Records contained in a dataset

________

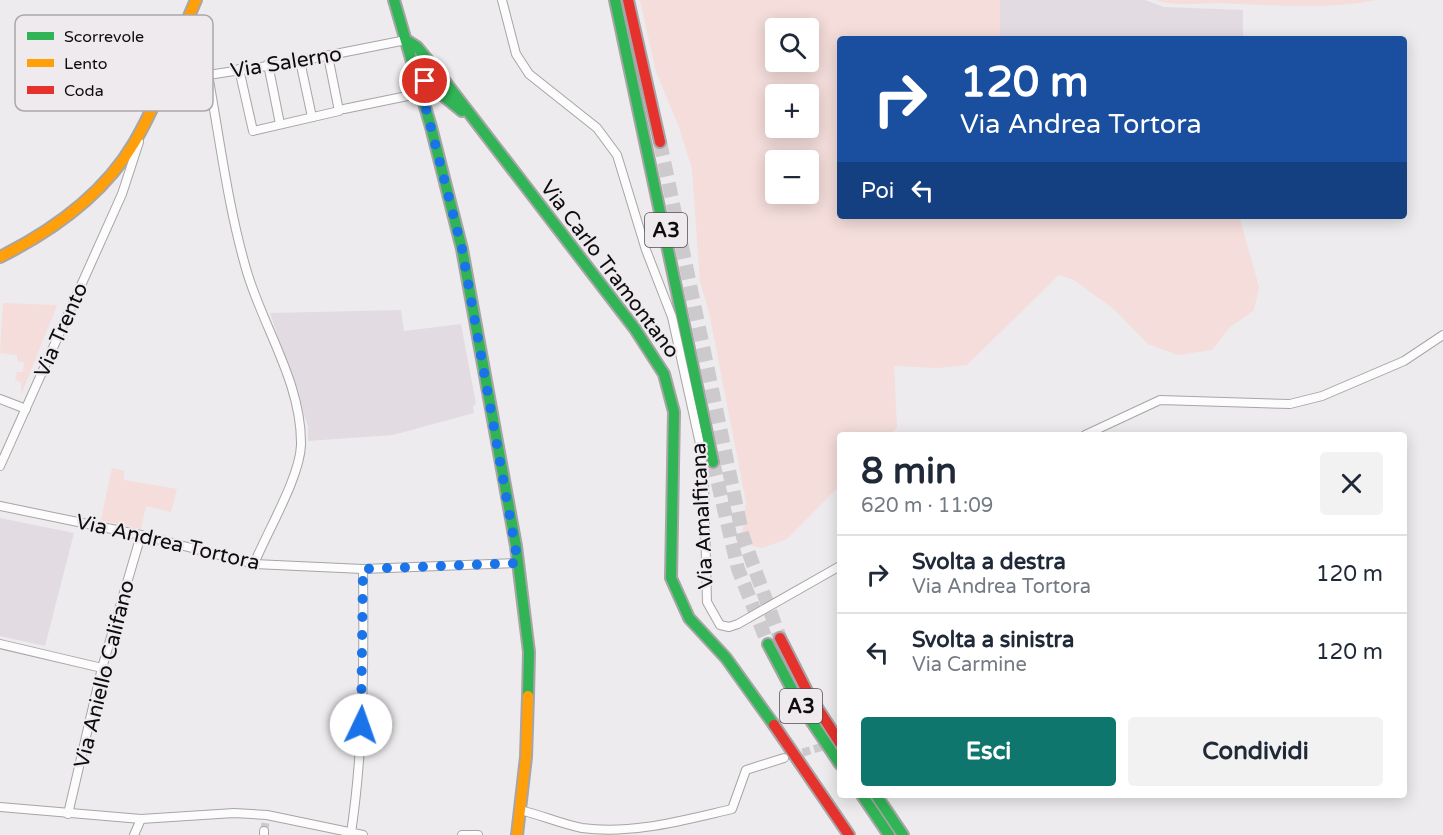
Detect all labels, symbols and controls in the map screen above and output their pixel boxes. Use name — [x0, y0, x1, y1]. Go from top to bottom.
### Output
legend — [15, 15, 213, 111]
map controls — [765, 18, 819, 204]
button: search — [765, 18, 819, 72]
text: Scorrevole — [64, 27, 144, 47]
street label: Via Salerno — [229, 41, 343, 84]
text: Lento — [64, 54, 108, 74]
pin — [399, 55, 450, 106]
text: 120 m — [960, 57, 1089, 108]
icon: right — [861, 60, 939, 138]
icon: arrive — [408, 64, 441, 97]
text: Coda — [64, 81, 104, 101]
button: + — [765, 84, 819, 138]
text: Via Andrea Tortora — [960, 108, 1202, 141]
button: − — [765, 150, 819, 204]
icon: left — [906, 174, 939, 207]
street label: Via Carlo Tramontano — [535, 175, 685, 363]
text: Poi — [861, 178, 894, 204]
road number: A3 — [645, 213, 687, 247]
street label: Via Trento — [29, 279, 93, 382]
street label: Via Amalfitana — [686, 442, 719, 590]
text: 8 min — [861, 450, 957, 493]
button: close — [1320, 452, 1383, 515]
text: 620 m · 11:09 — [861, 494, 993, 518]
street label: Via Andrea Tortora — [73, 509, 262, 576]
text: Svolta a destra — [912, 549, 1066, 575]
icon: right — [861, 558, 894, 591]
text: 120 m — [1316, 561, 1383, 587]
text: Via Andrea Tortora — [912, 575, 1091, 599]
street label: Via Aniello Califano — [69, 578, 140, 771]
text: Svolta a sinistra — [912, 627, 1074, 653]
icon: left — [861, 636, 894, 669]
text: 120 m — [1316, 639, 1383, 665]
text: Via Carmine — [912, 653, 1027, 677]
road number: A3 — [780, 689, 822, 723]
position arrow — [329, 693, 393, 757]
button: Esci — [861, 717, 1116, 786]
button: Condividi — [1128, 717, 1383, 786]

________

• _YOUR TASK_
Copy out all of the entries exactly as they stand, with no pictures in your copy.

• _TASK ANSWER_
Detect all labels, symbols and controls in the map screen above and output their pixel boxes. Use name — [x0, y0, x1, y1]. Go from top to bottom.
### Output
legend — [15, 15, 213, 111]
map controls — [765, 18, 819, 204]
button: search — [765, 18, 819, 72]
text: Scorrevole — [64, 27, 144, 47]
street label: Via Salerno — [229, 41, 343, 84]
text: Lento — [64, 54, 108, 74]
pin — [399, 55, 450, 106]
text: 120 m — [960, 57, 1089, 108]
icon: right — [861, 60, 939, 138]
icon: arrive — [408, 64, 441, 97]
text: Coda — [64, 81, 104, 101]
button: + — [765, 84, 819, 138]
text: Via Andrea Tortora — [960, 108, 1202, 141]
button: − — [765, 150, 819, 204]
icon: left — [906, 174, 939, 207]
street label: Via Carlo Tramontano — [535, 175, 685, 363]
text: Poi — [861, 178, 894, 204]
road number: A3 — [645, 213, 687, 247]
street label: Via Trento — [29, 279, 93, 382]
street label: Via Amalfitana — [686, 442, 719, 590]
text: 8 min — [861, 450, 957, 493]
button: close — [1320, 452, 1383, 515]
text: 620 m · 11:09 — [861, 494, 993, 518]
street label: Via Andrea Tortora — [73, 509, 262, 576]
text: Svolta a destra — [912, 549, 1066, 575]
icon: right — [861, 558, 894, 591]
text: 120 m — [1316, 561, 1383, 587]
text: Via Andrea Tortora — [912, 575, 1091, 599]
street label: Via Aniello Califano — [69, 578, 140, 771]
text: Svolta a sinistra — [912, 627, 1074, 653]
icon: left — [861, 636, 894, 669]
text: 120 m — [1316, 639, 1383, 665]
text: Via Carmine — [912, 653, 1027, 677]
road number: A3 — [780, 689, 822, 723]
position arrow — [329, 693, 393, 757]
button: Esci — [861, 717, 1116, 786]
button: Condividi — [1128, 717, 1383, 786]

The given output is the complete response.